Happens to me a rare thing when trying to do a search with regex trough a pyperclip.paste()
if the search expression involves a \n
new line character.
Excuse my English.
When the search, I make it trough this triple quote assigned to a text
variable:
import re
text = '''
This as the line 1
This as the line 2
'''
pattern = re.compile(r'\d\n\w+')
result = pattern.findall(text)
print(result)
It actually prints the new line character \n
. Which is what I want, or almost what I expect.
»»» ['1\nThis']
But the problem starts when the string to search come from a text copied from the clipboard.
This as the line 1
This as the line 2
Say I just select and copy to clipboard that text and i want regex to extract the same previous output from it. This time I need to use pyperclip module.
So, forgetting the previous code and write this instead:
import re, pyperclip
text = pyperclip.paste()
pattern = re.compile(r'\d\n\w+')
result = pattern.findall(text)
print(result)
This is the result:
»»» [ ]
Nothing but two brackets. I discover (in my inexperience) that the problem causing this is the \n
character. And it has nothing to do with a conflict between the python (also \n character), because we avoid that with 'r'.

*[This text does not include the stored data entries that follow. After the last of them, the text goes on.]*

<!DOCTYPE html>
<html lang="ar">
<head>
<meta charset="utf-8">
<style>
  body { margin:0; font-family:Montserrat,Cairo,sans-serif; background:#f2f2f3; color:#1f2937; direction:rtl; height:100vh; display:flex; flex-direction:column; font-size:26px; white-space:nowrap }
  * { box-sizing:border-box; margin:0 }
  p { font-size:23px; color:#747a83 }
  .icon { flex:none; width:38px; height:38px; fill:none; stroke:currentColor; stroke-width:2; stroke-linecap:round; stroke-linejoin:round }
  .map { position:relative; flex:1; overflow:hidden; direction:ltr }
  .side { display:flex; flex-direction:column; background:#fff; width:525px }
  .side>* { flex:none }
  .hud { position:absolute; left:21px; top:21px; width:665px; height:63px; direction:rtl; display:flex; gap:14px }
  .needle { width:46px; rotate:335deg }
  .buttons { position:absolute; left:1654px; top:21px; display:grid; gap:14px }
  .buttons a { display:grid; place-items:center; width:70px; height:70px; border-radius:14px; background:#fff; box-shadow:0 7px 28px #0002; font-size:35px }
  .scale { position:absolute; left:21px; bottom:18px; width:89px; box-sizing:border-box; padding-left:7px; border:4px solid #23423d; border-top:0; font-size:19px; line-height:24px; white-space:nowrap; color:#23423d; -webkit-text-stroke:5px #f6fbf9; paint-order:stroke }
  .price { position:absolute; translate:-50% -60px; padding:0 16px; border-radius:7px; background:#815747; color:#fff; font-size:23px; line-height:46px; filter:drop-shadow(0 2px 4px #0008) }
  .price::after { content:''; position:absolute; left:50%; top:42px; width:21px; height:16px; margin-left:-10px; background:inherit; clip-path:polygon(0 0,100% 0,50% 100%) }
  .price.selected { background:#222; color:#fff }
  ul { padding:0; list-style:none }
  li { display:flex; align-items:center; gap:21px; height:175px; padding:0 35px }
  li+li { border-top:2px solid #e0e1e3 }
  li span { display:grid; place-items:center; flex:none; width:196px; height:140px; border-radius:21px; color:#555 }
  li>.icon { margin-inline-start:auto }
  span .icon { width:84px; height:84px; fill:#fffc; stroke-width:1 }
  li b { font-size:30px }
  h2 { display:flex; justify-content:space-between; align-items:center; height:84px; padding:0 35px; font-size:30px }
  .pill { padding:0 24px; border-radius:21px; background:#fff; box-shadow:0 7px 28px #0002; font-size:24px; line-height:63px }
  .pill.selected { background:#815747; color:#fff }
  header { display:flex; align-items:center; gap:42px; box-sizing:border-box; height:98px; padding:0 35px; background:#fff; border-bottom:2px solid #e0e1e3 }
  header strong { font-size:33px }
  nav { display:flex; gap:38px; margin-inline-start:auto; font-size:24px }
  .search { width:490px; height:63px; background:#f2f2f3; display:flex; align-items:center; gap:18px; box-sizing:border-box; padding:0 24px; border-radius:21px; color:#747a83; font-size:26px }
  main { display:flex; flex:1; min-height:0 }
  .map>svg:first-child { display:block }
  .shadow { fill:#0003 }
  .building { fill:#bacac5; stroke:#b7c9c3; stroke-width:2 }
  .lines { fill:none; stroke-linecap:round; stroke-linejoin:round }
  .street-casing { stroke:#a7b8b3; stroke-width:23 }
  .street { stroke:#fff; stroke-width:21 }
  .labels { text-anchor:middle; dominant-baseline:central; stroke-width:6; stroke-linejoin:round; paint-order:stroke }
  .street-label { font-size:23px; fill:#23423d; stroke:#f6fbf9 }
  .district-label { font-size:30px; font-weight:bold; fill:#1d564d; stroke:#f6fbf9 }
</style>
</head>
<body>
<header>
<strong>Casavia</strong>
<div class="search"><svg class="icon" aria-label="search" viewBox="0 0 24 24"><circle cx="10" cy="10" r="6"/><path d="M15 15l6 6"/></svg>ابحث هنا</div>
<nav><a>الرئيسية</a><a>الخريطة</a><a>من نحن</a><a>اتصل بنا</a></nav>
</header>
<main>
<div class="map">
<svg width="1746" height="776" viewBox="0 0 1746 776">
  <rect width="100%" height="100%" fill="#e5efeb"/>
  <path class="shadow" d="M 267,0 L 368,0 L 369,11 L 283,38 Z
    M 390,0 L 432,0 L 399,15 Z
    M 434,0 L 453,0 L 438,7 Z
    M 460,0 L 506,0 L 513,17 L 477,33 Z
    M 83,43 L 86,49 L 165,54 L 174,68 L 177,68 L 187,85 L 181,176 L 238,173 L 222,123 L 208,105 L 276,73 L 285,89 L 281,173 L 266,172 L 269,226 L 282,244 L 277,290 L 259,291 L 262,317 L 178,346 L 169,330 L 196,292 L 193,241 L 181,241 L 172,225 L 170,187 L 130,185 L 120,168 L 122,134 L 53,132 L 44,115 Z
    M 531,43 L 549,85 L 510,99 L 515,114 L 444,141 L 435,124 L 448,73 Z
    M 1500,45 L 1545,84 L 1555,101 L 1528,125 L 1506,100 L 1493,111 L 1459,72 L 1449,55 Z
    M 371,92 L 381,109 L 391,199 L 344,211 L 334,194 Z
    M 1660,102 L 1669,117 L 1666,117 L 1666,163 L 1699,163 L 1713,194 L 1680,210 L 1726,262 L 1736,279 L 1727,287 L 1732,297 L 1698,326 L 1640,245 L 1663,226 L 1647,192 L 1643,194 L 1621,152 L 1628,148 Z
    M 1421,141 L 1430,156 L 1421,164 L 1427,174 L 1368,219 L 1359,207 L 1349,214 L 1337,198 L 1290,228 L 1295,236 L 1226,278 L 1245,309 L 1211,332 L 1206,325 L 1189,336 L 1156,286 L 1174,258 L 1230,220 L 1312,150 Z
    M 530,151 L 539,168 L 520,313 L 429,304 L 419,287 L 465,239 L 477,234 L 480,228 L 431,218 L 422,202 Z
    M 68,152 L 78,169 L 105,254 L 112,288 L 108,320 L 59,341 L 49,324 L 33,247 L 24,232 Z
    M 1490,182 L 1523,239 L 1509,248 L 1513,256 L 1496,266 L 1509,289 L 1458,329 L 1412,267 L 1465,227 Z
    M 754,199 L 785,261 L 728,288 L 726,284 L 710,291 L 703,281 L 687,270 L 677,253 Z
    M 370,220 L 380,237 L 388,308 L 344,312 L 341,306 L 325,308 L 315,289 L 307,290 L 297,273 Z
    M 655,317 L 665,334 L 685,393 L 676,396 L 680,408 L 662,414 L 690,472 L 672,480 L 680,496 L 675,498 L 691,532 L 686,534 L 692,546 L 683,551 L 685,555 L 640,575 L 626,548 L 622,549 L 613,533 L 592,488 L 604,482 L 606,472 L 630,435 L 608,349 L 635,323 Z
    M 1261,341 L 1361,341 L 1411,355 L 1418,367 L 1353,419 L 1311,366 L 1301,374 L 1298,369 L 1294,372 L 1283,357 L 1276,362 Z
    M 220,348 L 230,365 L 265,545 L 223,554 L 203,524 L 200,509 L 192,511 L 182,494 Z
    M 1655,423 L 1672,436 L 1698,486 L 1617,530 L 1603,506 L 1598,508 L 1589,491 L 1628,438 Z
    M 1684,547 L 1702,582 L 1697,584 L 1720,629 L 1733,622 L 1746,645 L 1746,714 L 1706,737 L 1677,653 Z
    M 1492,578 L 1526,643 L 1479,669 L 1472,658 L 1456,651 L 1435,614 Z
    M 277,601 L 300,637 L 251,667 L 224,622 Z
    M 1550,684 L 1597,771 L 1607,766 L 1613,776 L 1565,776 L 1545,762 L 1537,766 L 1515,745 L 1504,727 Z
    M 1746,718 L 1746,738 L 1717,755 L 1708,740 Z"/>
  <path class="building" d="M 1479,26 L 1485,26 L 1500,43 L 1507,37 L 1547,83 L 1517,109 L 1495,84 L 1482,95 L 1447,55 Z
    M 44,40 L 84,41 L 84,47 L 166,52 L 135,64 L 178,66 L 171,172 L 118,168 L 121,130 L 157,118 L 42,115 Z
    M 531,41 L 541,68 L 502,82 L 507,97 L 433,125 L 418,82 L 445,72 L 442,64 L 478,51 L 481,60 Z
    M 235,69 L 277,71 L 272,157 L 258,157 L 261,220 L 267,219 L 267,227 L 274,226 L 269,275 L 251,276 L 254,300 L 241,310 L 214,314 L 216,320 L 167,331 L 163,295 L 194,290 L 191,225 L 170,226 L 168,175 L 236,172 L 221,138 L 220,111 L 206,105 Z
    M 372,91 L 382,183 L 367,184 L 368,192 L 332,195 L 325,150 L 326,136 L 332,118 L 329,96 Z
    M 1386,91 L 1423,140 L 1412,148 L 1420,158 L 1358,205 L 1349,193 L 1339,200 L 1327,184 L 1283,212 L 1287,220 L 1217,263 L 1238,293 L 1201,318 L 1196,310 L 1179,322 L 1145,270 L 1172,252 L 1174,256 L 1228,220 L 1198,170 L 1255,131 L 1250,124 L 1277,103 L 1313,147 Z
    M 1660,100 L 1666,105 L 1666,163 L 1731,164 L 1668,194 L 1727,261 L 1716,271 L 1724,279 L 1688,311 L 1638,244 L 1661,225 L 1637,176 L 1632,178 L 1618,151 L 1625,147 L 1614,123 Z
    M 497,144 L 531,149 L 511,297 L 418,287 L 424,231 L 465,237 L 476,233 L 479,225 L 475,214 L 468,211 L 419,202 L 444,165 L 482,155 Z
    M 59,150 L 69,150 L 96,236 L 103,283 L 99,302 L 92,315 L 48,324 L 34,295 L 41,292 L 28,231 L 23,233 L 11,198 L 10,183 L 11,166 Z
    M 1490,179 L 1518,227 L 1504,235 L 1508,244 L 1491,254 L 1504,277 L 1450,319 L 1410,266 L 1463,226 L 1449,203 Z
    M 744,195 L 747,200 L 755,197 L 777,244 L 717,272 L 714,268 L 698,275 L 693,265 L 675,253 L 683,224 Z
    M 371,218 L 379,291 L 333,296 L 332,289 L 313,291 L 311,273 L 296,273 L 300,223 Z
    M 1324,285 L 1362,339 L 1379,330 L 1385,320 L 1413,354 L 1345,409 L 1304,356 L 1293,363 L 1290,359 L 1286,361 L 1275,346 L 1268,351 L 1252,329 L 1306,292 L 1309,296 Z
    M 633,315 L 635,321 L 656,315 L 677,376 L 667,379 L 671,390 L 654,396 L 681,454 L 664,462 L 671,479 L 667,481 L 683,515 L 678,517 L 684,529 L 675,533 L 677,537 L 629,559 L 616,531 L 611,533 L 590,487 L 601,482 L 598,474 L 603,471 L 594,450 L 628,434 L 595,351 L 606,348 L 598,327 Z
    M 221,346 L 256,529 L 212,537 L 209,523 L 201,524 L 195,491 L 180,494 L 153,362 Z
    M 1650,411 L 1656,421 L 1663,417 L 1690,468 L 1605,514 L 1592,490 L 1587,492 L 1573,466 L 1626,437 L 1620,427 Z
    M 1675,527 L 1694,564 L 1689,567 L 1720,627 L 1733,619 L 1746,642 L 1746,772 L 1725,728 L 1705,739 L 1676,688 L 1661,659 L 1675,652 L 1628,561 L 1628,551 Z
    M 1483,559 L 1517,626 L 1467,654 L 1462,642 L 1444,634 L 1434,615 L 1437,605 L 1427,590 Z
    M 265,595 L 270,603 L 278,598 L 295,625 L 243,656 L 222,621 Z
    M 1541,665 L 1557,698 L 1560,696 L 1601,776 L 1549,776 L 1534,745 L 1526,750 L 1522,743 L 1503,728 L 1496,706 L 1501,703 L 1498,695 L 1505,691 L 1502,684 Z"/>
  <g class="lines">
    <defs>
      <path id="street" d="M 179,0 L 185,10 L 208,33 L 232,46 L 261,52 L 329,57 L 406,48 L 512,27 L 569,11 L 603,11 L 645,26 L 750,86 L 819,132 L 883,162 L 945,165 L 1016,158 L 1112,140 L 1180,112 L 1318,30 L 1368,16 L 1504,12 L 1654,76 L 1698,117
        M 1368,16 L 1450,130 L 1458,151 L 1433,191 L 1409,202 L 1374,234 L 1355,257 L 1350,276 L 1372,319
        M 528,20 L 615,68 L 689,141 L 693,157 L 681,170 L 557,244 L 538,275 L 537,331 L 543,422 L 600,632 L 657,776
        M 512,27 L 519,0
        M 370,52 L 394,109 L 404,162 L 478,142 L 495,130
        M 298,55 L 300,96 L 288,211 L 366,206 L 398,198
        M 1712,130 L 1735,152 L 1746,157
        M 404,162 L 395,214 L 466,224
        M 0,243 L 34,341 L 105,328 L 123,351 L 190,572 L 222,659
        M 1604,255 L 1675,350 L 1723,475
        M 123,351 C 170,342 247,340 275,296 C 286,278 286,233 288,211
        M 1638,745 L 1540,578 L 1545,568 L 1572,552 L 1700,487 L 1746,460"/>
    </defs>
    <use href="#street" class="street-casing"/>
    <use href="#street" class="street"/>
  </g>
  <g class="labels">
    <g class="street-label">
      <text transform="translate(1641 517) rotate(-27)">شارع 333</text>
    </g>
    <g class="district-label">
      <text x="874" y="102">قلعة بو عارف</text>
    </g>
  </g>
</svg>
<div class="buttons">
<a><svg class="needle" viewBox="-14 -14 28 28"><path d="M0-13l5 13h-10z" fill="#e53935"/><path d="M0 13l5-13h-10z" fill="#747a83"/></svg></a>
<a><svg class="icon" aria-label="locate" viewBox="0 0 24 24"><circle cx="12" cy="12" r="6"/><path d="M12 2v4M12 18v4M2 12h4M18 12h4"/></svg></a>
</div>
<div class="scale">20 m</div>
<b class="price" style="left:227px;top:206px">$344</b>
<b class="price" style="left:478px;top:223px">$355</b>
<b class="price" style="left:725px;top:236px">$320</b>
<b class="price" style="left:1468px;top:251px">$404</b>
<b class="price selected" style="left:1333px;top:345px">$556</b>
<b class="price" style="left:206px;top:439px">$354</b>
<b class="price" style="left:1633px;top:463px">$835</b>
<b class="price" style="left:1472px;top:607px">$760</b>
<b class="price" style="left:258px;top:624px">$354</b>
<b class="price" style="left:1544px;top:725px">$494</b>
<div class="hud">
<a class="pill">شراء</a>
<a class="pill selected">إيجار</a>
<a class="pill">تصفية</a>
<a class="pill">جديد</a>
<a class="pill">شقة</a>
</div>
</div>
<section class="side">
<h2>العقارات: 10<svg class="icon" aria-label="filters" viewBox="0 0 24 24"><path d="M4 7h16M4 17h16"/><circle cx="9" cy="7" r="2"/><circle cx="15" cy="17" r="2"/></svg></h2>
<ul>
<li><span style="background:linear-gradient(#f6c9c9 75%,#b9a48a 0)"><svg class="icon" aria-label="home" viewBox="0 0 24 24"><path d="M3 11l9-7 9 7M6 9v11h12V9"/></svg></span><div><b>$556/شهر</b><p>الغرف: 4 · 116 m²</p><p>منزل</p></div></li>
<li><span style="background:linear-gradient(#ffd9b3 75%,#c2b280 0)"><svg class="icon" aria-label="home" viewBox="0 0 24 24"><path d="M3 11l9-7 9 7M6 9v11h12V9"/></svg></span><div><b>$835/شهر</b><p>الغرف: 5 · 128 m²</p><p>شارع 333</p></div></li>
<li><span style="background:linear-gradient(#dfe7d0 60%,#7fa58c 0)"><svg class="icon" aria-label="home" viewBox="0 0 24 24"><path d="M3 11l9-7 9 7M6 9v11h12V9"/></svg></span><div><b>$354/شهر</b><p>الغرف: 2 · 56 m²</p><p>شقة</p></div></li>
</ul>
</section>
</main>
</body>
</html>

I already found a not too clearly solution for this (for me almost, because I'm just with the basics of Python right now).
import re, pyperclip
text = pyperclip.paste()
lines = text.split('\n')
spam = ''
for i in lines:
spam = spam + i
pattern = re.compile(r'\d\r\w+')
result = pattern.findall(spam)
print(result)
Note that instead of \n
for detect new lines in the last regex expression, I opted to \r
(\n
would cause the same bad behavior printing only brackets).
\r
its exchangeable with \s
, the output works, but:
»»» ['1\rThis']
With \r
instead of \n
At least it was a little victory for me.
It'll helps me a lot if you could explain to me a better solution for this o almost understand why this happened. You also can recommend me some concepts to investigate to, for a fully comprehension of this.